● Instructions to follow:
When you have gone through the records below, state only how many lines include the word "bottom".

[Stored data entries]
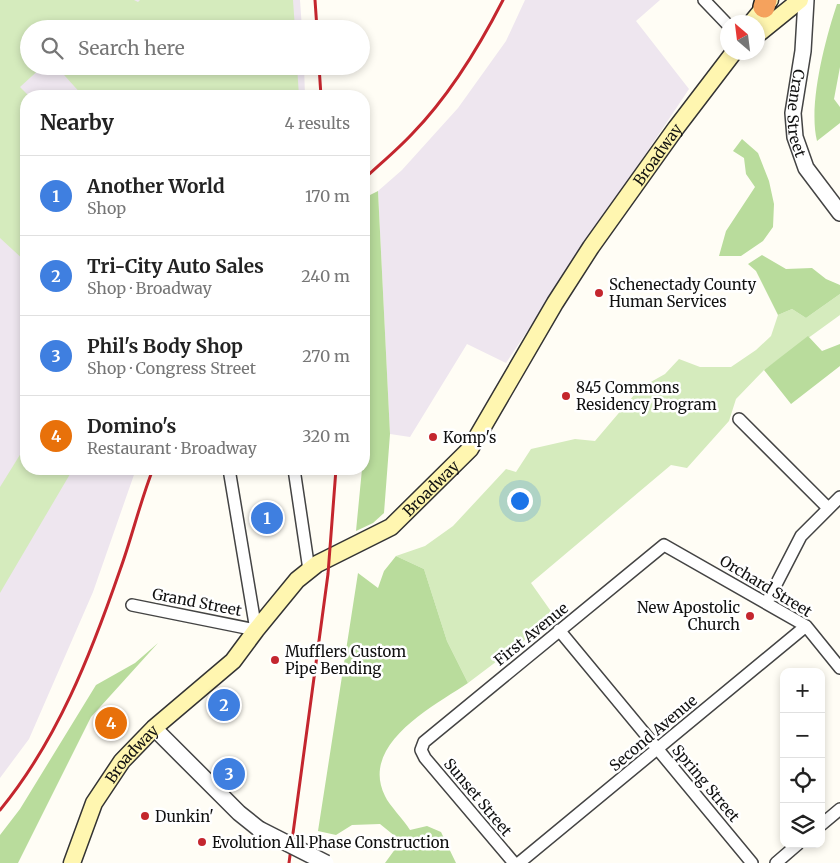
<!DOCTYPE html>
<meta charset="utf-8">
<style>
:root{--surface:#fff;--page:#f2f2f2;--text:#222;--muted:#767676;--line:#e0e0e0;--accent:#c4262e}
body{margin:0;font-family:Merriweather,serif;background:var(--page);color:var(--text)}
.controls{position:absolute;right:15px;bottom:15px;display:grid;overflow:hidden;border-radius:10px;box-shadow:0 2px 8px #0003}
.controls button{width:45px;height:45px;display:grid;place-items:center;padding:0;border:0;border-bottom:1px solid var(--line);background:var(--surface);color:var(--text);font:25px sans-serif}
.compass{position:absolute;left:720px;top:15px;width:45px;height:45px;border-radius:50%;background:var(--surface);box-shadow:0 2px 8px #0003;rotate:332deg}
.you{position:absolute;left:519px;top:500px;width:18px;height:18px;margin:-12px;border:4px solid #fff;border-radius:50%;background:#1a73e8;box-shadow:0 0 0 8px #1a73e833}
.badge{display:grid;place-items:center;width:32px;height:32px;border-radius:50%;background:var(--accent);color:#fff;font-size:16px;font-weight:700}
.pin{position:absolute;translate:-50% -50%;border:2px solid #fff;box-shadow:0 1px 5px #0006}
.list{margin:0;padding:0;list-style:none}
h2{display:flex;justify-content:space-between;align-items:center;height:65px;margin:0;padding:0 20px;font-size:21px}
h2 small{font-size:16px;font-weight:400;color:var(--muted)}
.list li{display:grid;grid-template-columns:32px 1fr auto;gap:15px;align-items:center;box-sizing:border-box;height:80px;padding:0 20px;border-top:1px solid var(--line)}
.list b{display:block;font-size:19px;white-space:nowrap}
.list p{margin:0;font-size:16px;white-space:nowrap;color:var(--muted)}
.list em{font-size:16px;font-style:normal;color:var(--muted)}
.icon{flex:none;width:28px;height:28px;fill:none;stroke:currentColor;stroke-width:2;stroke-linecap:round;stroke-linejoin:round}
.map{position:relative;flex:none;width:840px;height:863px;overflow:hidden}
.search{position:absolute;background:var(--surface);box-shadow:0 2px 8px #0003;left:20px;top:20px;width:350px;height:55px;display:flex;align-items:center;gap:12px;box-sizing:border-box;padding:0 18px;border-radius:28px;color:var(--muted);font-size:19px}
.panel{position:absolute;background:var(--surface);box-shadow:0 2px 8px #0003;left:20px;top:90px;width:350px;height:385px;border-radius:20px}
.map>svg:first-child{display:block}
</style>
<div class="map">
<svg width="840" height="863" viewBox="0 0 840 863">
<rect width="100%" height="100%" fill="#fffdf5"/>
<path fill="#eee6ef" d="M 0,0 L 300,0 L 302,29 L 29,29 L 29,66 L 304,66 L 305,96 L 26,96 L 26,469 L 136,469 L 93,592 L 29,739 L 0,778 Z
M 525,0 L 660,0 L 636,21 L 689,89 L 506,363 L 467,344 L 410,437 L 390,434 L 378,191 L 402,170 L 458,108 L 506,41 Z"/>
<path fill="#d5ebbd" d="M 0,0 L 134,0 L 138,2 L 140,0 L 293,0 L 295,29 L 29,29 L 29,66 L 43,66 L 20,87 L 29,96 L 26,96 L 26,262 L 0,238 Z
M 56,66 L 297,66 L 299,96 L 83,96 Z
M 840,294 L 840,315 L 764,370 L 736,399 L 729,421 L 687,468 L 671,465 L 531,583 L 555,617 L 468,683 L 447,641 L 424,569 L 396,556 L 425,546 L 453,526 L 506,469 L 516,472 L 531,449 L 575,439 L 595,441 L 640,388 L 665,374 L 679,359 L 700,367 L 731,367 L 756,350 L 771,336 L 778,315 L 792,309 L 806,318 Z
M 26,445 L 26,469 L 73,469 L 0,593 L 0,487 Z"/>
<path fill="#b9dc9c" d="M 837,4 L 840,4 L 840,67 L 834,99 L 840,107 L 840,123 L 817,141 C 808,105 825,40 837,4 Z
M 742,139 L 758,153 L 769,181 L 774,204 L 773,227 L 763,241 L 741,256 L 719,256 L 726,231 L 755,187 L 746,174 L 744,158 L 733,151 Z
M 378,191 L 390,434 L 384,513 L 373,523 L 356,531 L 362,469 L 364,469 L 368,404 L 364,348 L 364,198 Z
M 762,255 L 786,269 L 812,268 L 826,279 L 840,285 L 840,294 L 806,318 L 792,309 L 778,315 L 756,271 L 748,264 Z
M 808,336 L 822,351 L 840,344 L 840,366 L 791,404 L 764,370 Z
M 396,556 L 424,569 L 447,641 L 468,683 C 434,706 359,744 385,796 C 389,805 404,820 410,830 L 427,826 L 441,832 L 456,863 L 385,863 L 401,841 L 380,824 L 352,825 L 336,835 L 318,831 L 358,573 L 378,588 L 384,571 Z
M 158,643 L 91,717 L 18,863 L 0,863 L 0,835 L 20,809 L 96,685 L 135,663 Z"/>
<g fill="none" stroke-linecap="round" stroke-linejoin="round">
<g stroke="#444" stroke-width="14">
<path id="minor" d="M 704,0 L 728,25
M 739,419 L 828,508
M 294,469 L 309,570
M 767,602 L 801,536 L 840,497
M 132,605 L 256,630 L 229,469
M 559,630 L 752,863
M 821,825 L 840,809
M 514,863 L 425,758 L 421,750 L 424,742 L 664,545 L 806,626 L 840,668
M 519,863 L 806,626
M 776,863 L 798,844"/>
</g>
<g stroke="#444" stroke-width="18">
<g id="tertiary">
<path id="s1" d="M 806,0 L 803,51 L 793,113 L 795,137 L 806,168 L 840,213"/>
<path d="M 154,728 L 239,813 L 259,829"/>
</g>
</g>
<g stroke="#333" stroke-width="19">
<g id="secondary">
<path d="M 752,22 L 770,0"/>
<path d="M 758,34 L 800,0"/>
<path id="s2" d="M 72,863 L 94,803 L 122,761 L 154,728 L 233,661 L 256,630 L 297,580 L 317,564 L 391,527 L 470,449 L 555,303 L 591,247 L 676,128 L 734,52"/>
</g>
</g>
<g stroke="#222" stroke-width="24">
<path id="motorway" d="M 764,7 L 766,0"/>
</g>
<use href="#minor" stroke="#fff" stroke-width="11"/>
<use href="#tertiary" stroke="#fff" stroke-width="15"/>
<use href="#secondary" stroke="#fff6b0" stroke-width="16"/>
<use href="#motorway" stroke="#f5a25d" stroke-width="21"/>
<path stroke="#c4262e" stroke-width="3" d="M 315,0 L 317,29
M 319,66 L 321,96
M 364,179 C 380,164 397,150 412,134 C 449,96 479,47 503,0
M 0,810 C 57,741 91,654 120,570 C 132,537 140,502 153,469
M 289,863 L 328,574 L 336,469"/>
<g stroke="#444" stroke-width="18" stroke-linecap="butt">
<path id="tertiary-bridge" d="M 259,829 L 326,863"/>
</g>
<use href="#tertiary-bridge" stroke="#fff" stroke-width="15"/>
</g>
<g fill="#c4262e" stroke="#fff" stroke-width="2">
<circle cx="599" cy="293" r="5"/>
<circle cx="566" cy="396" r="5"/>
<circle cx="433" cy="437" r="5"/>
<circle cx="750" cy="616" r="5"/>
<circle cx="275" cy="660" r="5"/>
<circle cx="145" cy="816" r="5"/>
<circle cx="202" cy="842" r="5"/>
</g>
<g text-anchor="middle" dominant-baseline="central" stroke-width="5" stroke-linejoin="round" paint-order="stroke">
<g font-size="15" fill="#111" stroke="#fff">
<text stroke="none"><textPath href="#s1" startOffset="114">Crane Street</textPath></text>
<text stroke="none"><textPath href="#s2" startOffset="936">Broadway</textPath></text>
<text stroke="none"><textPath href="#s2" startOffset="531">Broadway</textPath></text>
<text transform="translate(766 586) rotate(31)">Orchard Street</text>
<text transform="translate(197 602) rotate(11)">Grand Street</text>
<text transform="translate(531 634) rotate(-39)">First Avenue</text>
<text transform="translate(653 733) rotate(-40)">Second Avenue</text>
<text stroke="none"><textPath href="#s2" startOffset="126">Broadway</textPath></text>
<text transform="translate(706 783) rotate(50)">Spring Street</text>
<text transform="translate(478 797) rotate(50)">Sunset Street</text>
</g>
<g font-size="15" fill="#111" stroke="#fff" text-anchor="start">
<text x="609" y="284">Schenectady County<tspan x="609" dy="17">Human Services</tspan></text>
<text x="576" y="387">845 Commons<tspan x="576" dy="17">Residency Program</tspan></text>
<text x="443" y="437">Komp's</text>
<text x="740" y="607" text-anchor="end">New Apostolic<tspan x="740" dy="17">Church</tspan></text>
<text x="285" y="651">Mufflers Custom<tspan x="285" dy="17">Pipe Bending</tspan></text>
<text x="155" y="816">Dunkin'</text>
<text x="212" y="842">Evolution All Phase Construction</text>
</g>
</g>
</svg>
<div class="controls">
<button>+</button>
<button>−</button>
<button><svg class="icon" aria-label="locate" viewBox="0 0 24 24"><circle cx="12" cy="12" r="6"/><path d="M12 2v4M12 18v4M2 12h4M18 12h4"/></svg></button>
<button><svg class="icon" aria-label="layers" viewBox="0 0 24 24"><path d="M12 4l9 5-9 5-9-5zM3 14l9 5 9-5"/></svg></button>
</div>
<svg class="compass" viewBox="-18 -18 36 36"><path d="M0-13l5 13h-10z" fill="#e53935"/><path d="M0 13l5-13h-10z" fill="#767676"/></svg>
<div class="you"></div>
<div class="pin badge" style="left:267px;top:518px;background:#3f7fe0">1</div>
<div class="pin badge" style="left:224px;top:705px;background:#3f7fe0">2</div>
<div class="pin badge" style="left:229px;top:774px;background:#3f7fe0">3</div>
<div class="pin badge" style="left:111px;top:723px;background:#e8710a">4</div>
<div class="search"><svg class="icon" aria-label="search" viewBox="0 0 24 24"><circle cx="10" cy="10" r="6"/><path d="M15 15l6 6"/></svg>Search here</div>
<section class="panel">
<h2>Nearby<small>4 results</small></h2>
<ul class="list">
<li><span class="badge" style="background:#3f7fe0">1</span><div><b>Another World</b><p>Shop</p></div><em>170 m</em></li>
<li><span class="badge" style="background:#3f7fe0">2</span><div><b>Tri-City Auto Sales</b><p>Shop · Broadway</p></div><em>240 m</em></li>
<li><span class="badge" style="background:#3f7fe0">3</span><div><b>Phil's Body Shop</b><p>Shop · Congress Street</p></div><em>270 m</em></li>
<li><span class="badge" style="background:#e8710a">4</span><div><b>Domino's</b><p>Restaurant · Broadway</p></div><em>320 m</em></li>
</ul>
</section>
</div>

● Output for this exercise:
2